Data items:
------------

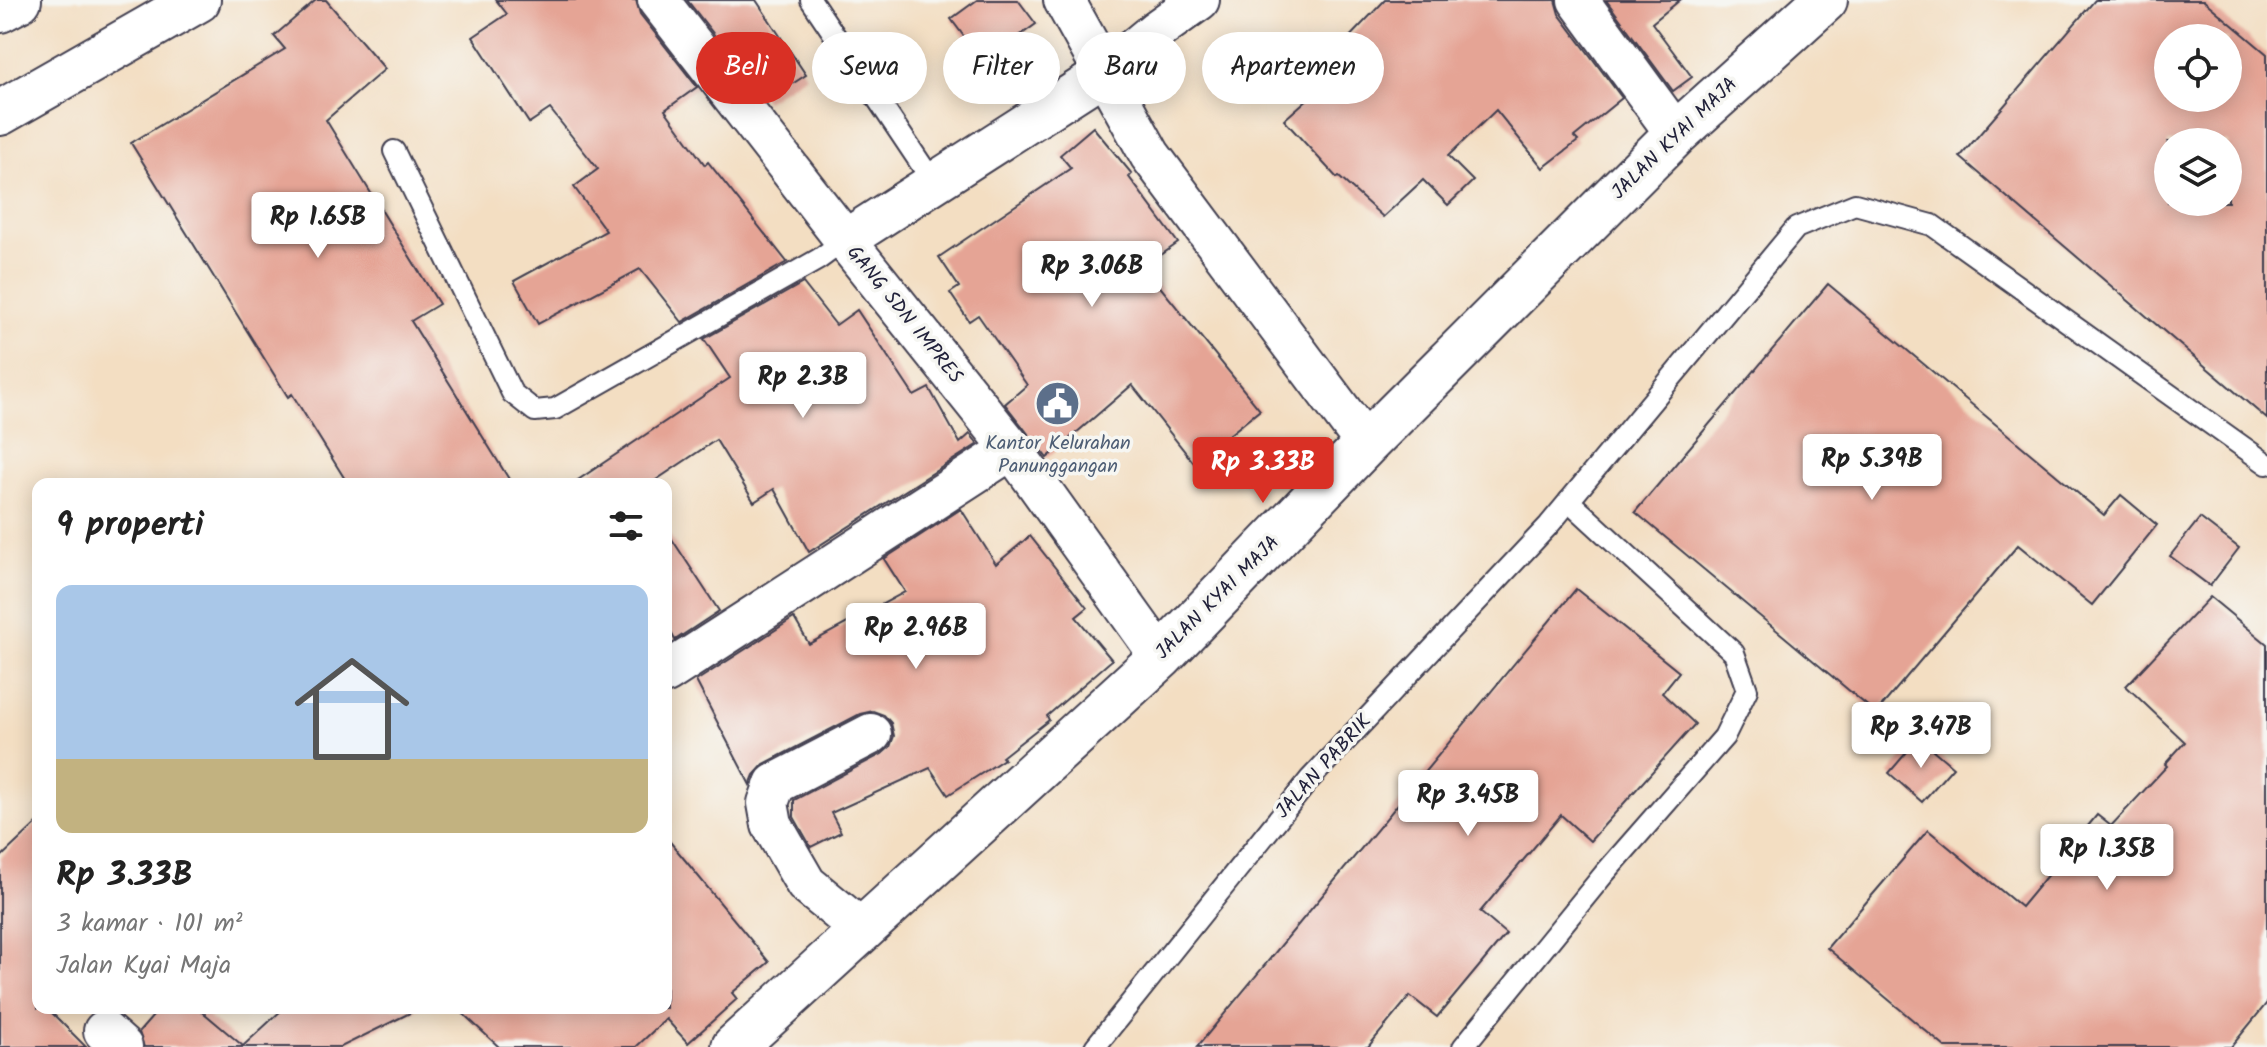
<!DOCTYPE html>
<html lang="id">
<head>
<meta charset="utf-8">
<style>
	body { margin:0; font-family:Kalam,sans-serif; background:#f6f6f6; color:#222; height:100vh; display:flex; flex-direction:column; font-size:30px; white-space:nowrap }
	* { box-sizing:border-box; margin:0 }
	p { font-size:26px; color:#767676 }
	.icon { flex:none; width:44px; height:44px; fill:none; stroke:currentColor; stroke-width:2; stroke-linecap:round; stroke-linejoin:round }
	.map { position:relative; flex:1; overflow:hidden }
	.drawer { position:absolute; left:32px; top:478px; width:640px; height:536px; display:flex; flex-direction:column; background:#fff; border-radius:16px; box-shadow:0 4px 20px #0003 }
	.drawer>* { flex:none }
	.hud { position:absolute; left:696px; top:32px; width:760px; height:72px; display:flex; gap:16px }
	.fabs { position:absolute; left:2154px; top:24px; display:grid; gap:16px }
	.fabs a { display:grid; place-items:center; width:88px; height:88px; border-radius:50%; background:#fff; box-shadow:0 4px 20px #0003; font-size:40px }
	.price { position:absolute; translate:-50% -68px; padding:0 18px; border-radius:8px; background:#fff; color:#222; font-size:26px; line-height:52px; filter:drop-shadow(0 2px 4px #0008) }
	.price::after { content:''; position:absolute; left:50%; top:48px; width:24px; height:18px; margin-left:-12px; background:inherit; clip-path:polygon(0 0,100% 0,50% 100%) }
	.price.on { background:#d93025; color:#fff }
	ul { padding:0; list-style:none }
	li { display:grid; align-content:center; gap:16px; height:424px; padding:0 24px }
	li span { display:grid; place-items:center; height:248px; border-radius:16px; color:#555 }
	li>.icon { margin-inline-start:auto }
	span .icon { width:144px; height:144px; fill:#fffc; stroke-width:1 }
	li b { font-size:34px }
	h2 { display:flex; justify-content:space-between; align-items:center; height:96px; padding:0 24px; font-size:34px }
	.chip { padding:0 28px; border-radius:36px; background:#fff; box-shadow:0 4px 20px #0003; font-size:28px; line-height:72px }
	.chip.on { background:#d93025; color:#fff }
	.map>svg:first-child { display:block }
</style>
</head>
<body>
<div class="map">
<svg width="2267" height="1047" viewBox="0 0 2267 1047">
	<rect width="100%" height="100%" fill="#f6f6f2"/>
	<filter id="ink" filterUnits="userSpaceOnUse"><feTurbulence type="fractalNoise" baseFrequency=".0125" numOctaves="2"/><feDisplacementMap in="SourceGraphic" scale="16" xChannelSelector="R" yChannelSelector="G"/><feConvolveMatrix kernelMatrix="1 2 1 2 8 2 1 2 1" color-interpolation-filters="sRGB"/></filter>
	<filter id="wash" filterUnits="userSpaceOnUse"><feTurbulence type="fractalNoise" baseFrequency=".006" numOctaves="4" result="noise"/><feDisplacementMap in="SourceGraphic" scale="32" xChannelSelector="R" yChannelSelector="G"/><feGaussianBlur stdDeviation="1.8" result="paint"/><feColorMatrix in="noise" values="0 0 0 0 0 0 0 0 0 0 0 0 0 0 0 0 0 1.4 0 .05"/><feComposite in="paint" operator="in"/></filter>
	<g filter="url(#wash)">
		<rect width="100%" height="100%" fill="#f3dec2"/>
		<g id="blocks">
			<g fill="#e5a495" fill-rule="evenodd">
				<path d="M316 0H326L385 69 326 120 439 304 411 321 512 484H348L292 394 288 397 131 143 285 49 274 36Z"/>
				<path d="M496 0H636L640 14 697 87 665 110 705 165 708 162 787 262 682 322 640 269 538 324 514 281 606 231 574 187 598 169 550 109 529 123 473 37 507 14Z"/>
				<path d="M687 0H756L806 75 766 101Z"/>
				<path d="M977 0H1018L1036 24 983 62 951 19Z"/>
				<path d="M1385 0H1555L1559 14 1622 98 1574 137 1578 141 1543 168 1496 110 1448 156 1473 181 1448 205 1423 180 1383 217 1339 177 1337 178 1284 120 1329 80 1318 70Z"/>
				<path d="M1606 0H1680L1652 23 1692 77 1673 91Z"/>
				<path d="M2095 0H2203L2267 54V419L1960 157ZM2168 38H2228V98H2168ZM2168 142H2228V202H2168Z"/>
				<path d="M1093 127 1132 174 1129 177 1178 243 1144 267 1260 410 1194 463 1132 385 1047 458 1005 404 1027 385 978 315 969 321 950 293 959 287 939 257 1071 168 1060 155Z"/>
				<path d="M803 283 836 325 857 310 914 396 929 388 960 443 970 434 978 444 809 552 774 489 754 502 716 440 650 484H572L730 378 704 339Z"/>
				<path d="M1828 284 2104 515 2121 495 2157 525 2092 605 2018 545 1876 713 1635 512Z"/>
				<path d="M961 509 996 564 1030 536 1087 608 1076 617 1112 660 1047 716 1049 720 1002 757 1004 759 948 795 930 768 831 813 841 832 811 847 794 817V800L882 754 890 747 894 736 891 723 884 715 873 711 860 714 764 764 754 775 750 785 696 681 794 618 809 644 905 592 884 559Z"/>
				<path d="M2200 518 2239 548 2210 586 2170 556Z"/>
				<path d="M666 530 719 611 675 640 666 623Z"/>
				<path d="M1576 589 1679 672 1662 693 1695 724 1590 841 1561 815 1480 912 1506 934 1437 1017 1410 996 1368 1047H1197Z"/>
				<path d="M2210 597 2267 644V1003L2231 1047H1945L1827 948 1928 830 2021 907 2097 815 2111 826 2167 766 2165 764 2185 742 2126 686Z"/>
				<path d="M1919 738 1953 767 1922 802 1889 773Z"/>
				<path d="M38 822V1008H47L86 1047H0V858Z"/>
				<path d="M666 837 769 962 732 993 737 999 688 1043 666 1019 636 1047H499L457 1008H666Z"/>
				<path d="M160 1008H198L243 1046 284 1008H420L341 1047H144L139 1032Z"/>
			</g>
		</g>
	</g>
	<g filter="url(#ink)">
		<use href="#blocks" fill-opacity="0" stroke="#413e4f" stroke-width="2"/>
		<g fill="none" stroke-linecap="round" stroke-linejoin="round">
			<defs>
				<g id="service">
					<path d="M811 0 933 182"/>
					<path d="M394 151 512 393 535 411 555 409 819 259 845 240"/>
					<path d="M1095 1047 1310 779 1549 525 1796 228 1855 204 1932 225 2267 464"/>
					<path d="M1463 1047 1604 874 1724 737 1747 690 1734 653 1569 501"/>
				</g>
				<g id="minor">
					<path d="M658 0 845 240"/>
					<path d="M1064 0 1150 155 1366 444"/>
					<path d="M1578 0 1676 134"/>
					<path d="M1161 657 1012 449 845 240 1105 73 1157 30 1199 0"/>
					<path d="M666 673 1012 449"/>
					<path d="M862 930 806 884 772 825 768 803 775 784 871 734"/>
					<path d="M104 1031 122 1047"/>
				</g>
				<path id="secondary" d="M734 1047 1161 657 1366 444 1676 134 1825 0"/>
				<g id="motorway">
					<path d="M0 10 19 0"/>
					<path d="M0 113 198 0"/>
				</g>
			</defs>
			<use href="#service" stroke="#413e4f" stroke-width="24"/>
			<use href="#minor" stroke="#413e4f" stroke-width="44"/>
			<use href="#secondary" stroke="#413e4f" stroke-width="48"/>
			<use href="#motorway" stroke="#413e4f" stroke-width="48"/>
			<use href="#service" stroke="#fff" stroke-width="20"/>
			<use href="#minor" stroke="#fff" stroke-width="40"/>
			<use href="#secondary" stroke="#fff" stroke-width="44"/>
			<use href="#motorway" stroke="#fff" stroke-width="44"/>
		</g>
	</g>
	<defs>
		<symbol id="civic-disc" viewBox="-11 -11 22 22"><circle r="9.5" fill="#5c6f8a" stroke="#f6f6f2"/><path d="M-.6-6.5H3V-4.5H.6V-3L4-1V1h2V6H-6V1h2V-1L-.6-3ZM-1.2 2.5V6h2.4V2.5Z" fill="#fff"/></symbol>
	</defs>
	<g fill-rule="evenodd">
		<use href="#civic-disc" x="1032" y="378" width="51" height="51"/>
	</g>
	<g text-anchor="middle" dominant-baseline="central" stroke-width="7" stroke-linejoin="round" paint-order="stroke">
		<g font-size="20" fill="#22223b" stroke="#f6f6f2">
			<text transform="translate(1675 139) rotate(-44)">JALAN KYAI MAJA</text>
			<text transform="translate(904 315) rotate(51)">GANG SDN IMPRES</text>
			<text transform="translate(1218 598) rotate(-45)">JALAN KYAI MAJA</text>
			<text transform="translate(1324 767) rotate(-48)">JALAN PABRIK</text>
		</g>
		<g font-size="20" fill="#4e5e75" stroke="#f6f6f2">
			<text x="1058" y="444">Kantor Kelurahan<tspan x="1058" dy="23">Panunggangan</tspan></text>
		</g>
	</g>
</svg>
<div class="fabs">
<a><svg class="icon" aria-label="locate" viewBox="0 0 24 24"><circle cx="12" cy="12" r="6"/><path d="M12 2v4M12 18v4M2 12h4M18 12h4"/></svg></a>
<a><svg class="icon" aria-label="layers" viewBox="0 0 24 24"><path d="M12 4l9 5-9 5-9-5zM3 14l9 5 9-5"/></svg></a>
</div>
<b class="price" style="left:318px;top:260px">Rp 1.65B</b>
<b class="price" style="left:1092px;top:309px">Rp 3.06B</b>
<b class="price" style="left:803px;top:420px">Rp 2.3B</b>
<b class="price" style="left:1872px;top:502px">Rp 5.39B</b>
<b class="price on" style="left:1263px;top:505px">Rp 3.33B</b>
<b class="price" style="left:916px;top:671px">Rp 2.96B</b>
<b class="price" style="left:1921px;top:770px">Rp 3.47B</b>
<b class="price" style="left:1468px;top:838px">Rp 3.45B</b>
<b class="price" style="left:2107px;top:892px">Rp 1.35B</b>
<div class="hud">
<a class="chip on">Beli</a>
<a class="chip">Sewa</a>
<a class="chip">Filter</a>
<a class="chip">Baru</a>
<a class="chip">Apartemen</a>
</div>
<section class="drawer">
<h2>9 properti<svg class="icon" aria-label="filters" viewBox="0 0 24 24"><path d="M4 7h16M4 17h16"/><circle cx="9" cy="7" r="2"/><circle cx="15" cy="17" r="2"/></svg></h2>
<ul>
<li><span style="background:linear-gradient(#a9c7e8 70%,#c2b280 0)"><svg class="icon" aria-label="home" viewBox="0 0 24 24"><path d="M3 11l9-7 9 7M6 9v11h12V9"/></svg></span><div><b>Rp 3.33B</b><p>3 kamar · 101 m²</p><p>Jalan Kyai Maja</p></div></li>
</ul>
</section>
</div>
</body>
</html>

------------

- **Problem to solve**: Return, from the data above, each line in which the string "linecap" appears.

- **Solution to this task**:
	.icon { flex:none; width:44px; height:44px; fill:none; stroke:currentColor; stroke-width:2; stroke-linecap:round; stroke-linejoin:round }
		<g fill="none" stroke-linecap="round" stroke-linejoin="round">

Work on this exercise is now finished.